After the recent decline, the ratio is sitting at 19.9, right in the middle of the eight decile. If history holds, index investors might expect real returns near 4.7 per cent over the next 10 years. That is a pretty good return, especially in comparison to today’s paltry bond yields, but it’s far short of what many investors appear to expect.

Can value stocks do any better? Our graph shows that large value stocks are no panacea. They, too, return less when starting from periods with high market CAPEs.

But the good news is that large value stocks did better than the market from all starting CAPE deciles and fared reasonably well even when the market was pricey. They enjoyed real 10-year average annual returns near 5 per cent starting from periods when the market P/E was in the top two deciles. They also posted annual gains near 8.5 per cent from current levels.

Mind you, there are no guarantees. Despite the precision implied in the graph, history shows real returns vary widely within each decile.

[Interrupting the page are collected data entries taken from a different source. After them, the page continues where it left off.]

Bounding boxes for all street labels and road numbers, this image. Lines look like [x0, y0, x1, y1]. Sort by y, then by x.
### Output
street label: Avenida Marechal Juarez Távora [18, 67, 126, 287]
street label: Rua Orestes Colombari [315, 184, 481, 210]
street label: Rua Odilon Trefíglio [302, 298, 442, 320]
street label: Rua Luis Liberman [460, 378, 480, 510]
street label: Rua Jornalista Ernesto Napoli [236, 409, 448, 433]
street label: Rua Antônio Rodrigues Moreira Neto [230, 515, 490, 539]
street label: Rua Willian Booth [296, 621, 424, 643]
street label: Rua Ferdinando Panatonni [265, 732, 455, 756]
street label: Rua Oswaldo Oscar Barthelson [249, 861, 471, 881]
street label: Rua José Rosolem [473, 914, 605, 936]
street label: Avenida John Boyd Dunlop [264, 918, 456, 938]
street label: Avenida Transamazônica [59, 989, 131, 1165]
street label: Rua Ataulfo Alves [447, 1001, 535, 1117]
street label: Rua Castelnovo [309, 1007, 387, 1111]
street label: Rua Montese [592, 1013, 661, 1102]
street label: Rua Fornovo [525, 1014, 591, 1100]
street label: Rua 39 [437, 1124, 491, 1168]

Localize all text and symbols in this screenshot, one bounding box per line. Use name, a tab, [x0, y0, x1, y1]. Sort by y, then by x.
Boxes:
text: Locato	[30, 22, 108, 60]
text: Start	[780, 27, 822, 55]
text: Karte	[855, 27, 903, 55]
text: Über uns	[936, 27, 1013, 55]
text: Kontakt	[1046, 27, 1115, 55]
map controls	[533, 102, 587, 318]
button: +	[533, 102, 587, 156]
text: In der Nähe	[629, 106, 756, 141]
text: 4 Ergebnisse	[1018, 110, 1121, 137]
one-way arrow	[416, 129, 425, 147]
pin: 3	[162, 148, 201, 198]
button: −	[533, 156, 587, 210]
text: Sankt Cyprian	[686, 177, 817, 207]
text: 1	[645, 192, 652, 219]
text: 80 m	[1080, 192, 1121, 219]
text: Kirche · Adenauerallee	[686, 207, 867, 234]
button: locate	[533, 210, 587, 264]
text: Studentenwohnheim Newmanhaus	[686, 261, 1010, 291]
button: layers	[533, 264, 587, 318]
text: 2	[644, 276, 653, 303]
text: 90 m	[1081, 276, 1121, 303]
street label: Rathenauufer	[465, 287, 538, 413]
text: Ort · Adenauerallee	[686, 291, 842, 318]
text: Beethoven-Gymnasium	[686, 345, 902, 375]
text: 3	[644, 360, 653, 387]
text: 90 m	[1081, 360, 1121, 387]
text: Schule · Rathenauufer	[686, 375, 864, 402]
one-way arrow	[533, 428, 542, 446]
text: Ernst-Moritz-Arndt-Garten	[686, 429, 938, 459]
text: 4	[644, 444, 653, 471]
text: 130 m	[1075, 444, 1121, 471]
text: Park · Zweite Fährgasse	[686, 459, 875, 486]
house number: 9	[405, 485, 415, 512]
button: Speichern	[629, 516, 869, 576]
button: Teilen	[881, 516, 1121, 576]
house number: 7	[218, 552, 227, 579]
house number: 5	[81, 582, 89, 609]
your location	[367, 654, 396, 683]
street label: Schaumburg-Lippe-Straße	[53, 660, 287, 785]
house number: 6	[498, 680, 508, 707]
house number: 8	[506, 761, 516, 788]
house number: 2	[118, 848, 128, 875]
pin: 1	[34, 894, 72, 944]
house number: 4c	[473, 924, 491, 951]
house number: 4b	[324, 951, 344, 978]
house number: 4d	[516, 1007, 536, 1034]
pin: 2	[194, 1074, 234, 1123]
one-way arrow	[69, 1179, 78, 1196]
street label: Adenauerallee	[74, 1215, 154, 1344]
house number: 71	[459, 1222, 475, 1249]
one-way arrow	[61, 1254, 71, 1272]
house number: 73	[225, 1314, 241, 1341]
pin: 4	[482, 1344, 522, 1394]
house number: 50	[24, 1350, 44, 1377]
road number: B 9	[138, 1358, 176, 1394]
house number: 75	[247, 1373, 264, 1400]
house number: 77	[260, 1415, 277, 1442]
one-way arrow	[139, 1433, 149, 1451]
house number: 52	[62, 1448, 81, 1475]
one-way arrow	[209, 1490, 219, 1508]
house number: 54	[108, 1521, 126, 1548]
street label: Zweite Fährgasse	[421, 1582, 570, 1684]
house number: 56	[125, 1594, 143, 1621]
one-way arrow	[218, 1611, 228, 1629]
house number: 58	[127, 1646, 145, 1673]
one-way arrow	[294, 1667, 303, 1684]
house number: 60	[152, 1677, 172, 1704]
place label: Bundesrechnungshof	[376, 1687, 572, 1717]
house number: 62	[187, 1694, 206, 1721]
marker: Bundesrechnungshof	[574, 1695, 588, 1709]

So you can’t count on an 8.5-per-cent return – all you can say with some confidence is that large value stocks have a strong tendency to do better than the overall market over the long term.

I must admit to being somewhat pessimistic about the prospects for value stocks – and the market – at the moment. So while I would be overjoyed to see value portfolios generate 8-per-cent-plus real returns over the next 10 years, I think it’s prudent to plan for rather less generous results.